Duncan esconde su incompetencia tras la maraña de imágenes inconexas que lanza a través de las páginas de su novela con la pretenciosa intención de crear un nuevo modelo de narrativa experimental. Para tal fin, el argumento de Vellum se sustenta en pilares tan firmes y reconocibles como las referencias a los Mitos de Cthulhu y a su biblia, el Necronomicon; sin olvidar el remedo de tradición homérica que esboza con la amalgana de distintas cosmogonías de dioses y demonios que conviven con los mortales, sin duda herencia de los mitos religiosos de diversas civilizaciones pretéritas que Duncan no duda en utilizar en su provecho.
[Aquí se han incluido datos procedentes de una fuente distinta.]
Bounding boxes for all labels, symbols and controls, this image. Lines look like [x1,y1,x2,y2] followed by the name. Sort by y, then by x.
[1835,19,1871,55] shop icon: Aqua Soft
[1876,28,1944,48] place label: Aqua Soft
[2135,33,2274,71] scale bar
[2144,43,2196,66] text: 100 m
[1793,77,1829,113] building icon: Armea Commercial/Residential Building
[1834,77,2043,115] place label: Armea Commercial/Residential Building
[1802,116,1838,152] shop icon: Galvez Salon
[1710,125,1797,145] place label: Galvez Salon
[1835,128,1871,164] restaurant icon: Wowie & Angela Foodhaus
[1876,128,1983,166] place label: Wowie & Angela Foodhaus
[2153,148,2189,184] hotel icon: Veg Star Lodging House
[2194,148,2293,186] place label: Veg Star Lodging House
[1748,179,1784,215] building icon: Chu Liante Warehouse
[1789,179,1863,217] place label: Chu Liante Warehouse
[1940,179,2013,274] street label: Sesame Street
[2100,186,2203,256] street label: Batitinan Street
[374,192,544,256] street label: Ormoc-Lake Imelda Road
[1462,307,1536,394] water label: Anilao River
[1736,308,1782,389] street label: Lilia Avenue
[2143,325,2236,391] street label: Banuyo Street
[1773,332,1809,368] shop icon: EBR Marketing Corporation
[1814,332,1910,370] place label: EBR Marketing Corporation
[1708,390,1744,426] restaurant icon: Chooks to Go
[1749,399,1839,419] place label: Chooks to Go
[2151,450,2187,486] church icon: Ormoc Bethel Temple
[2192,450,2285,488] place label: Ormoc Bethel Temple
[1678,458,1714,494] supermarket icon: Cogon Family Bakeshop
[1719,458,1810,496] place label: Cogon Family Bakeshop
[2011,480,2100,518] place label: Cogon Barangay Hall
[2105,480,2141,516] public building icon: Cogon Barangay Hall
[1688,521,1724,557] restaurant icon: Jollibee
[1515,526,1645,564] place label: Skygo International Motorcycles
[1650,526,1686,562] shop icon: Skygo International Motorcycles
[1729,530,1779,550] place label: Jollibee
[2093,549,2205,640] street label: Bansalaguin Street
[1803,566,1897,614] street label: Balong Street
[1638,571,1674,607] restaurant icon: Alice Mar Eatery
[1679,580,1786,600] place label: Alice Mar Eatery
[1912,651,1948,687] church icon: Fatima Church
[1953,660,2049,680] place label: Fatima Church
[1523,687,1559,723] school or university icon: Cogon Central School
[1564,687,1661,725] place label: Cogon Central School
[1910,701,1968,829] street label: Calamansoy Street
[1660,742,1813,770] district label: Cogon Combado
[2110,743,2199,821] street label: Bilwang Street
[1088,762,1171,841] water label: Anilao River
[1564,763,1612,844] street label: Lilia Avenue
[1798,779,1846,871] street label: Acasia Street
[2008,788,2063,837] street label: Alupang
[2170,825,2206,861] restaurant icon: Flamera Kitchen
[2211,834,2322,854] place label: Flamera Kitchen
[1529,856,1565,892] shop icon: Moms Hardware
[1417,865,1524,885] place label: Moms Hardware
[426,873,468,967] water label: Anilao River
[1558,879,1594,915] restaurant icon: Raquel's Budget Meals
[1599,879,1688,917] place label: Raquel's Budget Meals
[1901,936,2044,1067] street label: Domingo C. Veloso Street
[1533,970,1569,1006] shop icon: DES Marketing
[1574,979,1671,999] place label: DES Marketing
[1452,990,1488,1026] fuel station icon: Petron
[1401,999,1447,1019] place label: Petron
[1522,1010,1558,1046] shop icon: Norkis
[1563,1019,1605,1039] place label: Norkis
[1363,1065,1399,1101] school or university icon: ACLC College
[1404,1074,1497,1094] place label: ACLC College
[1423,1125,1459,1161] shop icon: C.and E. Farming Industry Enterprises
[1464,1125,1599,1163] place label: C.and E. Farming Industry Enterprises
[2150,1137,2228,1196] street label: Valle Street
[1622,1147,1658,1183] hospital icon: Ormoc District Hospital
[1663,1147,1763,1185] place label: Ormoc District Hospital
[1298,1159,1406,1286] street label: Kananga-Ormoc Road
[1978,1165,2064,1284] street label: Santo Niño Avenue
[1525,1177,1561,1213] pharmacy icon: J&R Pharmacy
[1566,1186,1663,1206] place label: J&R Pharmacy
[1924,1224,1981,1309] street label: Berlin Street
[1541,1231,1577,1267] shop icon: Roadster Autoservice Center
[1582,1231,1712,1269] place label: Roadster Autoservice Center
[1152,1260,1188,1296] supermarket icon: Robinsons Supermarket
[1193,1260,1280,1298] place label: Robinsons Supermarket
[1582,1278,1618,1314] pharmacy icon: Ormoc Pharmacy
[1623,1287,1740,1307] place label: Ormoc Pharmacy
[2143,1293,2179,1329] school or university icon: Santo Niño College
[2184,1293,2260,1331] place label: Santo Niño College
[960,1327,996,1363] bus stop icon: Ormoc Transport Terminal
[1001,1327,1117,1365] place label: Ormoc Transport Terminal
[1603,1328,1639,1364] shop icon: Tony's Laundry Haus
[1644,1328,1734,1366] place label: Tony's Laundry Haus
Todo esto escenificado con unos personajes a lo Tarantino en un entorno en el que predominan los grandes saltos en el tiempo y el espacio para despistar al lector, un poco más si cabe. Y ciertamente que Duncan consigue salir con éxito a la hora camuflar su falta de originalidad a la hora de innovar y presentar ideas propias. Para que molestarse si otros ya han creado algo nuevo e interesante antes, pues se adapta a las necesidades propias y punto.
Pero su mayor éxito a la hora de encandilar al lector con un mal truco de prestidigitación lo consigue al basar su estrategia narrativa en la ruptura de las más fundamentales normas de comunicación emisor/receptor, faltando de esta manera al acuerdo tácito que se establece entre el narrador y lector: una cooperación elocutiva que reparte la interpretación del texto al 50% entre ambos extremos de la comunicación, aquí es el lector quien tiene que hacer el 80% del trabajo, con lo que se ralentiza la lectura y su comprensión en exceso. Convierte su discurso en un taller de manufacturas narrativas del que surgen historias cuyo valor no reside en su capacidad de asombrarnos por su verosimilitud, sino en su perversa habilidad para convertirse en paradoja y acertijo a descifrar. De esta manera nos obliga a buscar su desconcertante lógica interna que, en alguan extraña ocasión, se manifiestan al contemplar las situaciones más comunes, iluminadas de repente, revelándonos la certeza de que todo mundo imaginario se encuentra ya, latente, en nuestro mundo cotidiano. Un espejismo creado por la buena voluntad del perdido lector entre los sombrios pasadizos que forman los hilos argumentales de Vellum.
No me voy a extender más sobre Vellum, creo que dejo claro mi parecer sobre esta obra. Lo mejor que puedo decir es que se puede entender la aventura de escribir esta novela como un excéntrico ensayo alrededor de la creación artística, expresada como la analogía literaria de El urinario de Duchamps, pero nunca como un ejercicio de estilo y ni por asomo como una buena novela.